Assistant Examiner: Stemmer; Daniel J.
Attorney, Agent or Firm: Oblon, Spivak, McClelland, Maier & Neustadt
Parent Case Text
This application is a continuation-in-part of U.S. patent application Ser.
No. 07/494,317, filed Mar. 16, 1990, now abandoned.
Claims
What is claimed is:
1. A method for manufacturing nonwoven fabrics in which a fiber bundle,
comprising a plurality of composite fibers spun out of a spinneret, is
blown against a working net conveyor by a drawing force of a first
high-speed air stream while said first air stream is sucked and removed
from below the net conveyor to deposit said fiber bundle on the net
conveyor to form a web, and the web is then heat-treated to develop crimps
and the fibers thermally adhere together at their points of contact,
wherein:
a second, room temperature air steam is blown against said web from below
said net conveyor for a time before the heat-treatment, with an intensity
sufficient to make said web to float in such a manner that a bottom face
of said web rises above said net conveyor by 0.2 to 30 mm thereby
disentangling the web from the net conveyor, said web being heat-treated
after exposure to said second, room temperature air stream wherein the
floating of the web permits free development of crimps during the
heat-treatment.
Description
BACKGROUND OF THE INVENTION
1. Field of the Invention
The present invention relates to a method for manufacturing bulky nonwoven
fabrics. More specifically, this invention is concerned with a method for
manufacturing bulky nonwoven fabrics suitable for surfacings for
disposable diapers, interlinings or waddings for clothing and so on.
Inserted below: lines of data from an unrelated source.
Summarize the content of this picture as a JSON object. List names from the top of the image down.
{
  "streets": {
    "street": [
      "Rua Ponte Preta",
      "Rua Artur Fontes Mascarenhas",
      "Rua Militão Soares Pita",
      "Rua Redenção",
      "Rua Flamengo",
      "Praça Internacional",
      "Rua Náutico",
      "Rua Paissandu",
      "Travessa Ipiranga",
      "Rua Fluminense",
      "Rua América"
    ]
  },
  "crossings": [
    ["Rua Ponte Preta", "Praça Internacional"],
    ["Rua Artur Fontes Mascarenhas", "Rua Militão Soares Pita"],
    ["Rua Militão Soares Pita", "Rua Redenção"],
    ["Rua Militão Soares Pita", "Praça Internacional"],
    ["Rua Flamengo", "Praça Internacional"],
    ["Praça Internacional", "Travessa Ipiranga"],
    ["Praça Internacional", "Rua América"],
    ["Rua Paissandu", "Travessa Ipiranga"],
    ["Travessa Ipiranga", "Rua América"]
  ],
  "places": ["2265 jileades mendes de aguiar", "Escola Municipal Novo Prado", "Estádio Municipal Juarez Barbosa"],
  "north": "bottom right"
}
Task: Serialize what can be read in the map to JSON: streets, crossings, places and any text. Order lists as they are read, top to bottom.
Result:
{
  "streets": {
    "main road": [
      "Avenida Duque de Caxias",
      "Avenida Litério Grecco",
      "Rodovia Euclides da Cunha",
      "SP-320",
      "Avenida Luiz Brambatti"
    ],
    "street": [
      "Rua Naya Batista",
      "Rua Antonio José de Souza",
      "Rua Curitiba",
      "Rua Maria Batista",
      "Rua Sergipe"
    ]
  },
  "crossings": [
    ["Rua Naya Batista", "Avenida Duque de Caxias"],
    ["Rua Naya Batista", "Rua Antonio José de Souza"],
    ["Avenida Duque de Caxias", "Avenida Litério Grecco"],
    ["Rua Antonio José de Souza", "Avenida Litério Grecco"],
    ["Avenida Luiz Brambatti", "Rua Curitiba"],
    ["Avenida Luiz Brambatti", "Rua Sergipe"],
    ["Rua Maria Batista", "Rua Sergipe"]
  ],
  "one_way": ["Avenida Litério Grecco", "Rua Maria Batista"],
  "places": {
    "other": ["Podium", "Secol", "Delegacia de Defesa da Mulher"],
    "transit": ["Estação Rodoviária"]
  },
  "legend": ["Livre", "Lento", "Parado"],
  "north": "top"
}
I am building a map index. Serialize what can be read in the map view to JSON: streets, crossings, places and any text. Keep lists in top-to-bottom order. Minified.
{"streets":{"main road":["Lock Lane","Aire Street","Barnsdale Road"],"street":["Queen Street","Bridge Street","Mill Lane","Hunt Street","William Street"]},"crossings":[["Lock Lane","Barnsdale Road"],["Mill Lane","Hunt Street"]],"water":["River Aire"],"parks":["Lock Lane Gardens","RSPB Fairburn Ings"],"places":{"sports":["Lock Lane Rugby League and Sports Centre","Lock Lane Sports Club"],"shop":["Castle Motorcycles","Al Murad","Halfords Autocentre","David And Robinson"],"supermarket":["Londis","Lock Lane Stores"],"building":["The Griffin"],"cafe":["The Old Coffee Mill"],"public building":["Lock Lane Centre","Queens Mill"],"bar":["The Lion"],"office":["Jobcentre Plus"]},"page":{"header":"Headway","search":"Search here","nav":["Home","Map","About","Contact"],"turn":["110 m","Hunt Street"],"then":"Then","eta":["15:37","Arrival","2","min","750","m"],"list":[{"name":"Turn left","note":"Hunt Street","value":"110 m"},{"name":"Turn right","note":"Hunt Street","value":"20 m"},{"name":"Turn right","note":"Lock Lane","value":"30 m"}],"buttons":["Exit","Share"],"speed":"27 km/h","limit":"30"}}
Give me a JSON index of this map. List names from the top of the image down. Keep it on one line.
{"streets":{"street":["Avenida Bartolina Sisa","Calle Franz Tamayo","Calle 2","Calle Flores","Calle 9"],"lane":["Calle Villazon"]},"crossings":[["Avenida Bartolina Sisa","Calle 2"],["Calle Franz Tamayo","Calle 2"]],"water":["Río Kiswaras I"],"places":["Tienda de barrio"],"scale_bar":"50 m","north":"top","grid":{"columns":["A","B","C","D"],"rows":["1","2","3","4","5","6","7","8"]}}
2. Statement of the Prior Art
In recent years, there have been developed spun bonding techniques for
making nonwoven fabrics by drawing and stretching a fiber bundle
comprising a plurality of single fibers spun out of a spinneret with a
high-speed stream of air and depositing it on a net conveyor to form a
web, followed by heat treatments, some of which have been carried out on
an industrial scale. According to one of the spun bonding techniques known
for obtaining bulky nonwoven fabrics (Japanese Patent Application
Laid-Open No. 1471/1973), for example, latently crimpable composite fibers
are deposited on a net conveyor to form a web, which is then heat-treated
into a crimped nonwoven fabric. According to another spun bonding
technique (Japanese Patent Application Laid-Open No. 282350/1988),
apparently crimping composite fibers are formed into a fiber bundle, which
is then deposited on a net conveyor to form a web to be processed into an
nonwoven fabric.
When a nonwoven fabric having little unevenness of weight per unit area
referring as unit-weight hereafter is to be obtained by such spun bonding
techniques, it is then required to prevent the once deposited web from
being disturbed or blown off by a high-speed stream of air reflected off
the upper face of the net conveyor. To this end, an exhaust device is
provided back side of a region of the net conveyor against which the web
is to be blown, thereby passing and sucking a substantially whole portion
of the air stream through the net conveyor.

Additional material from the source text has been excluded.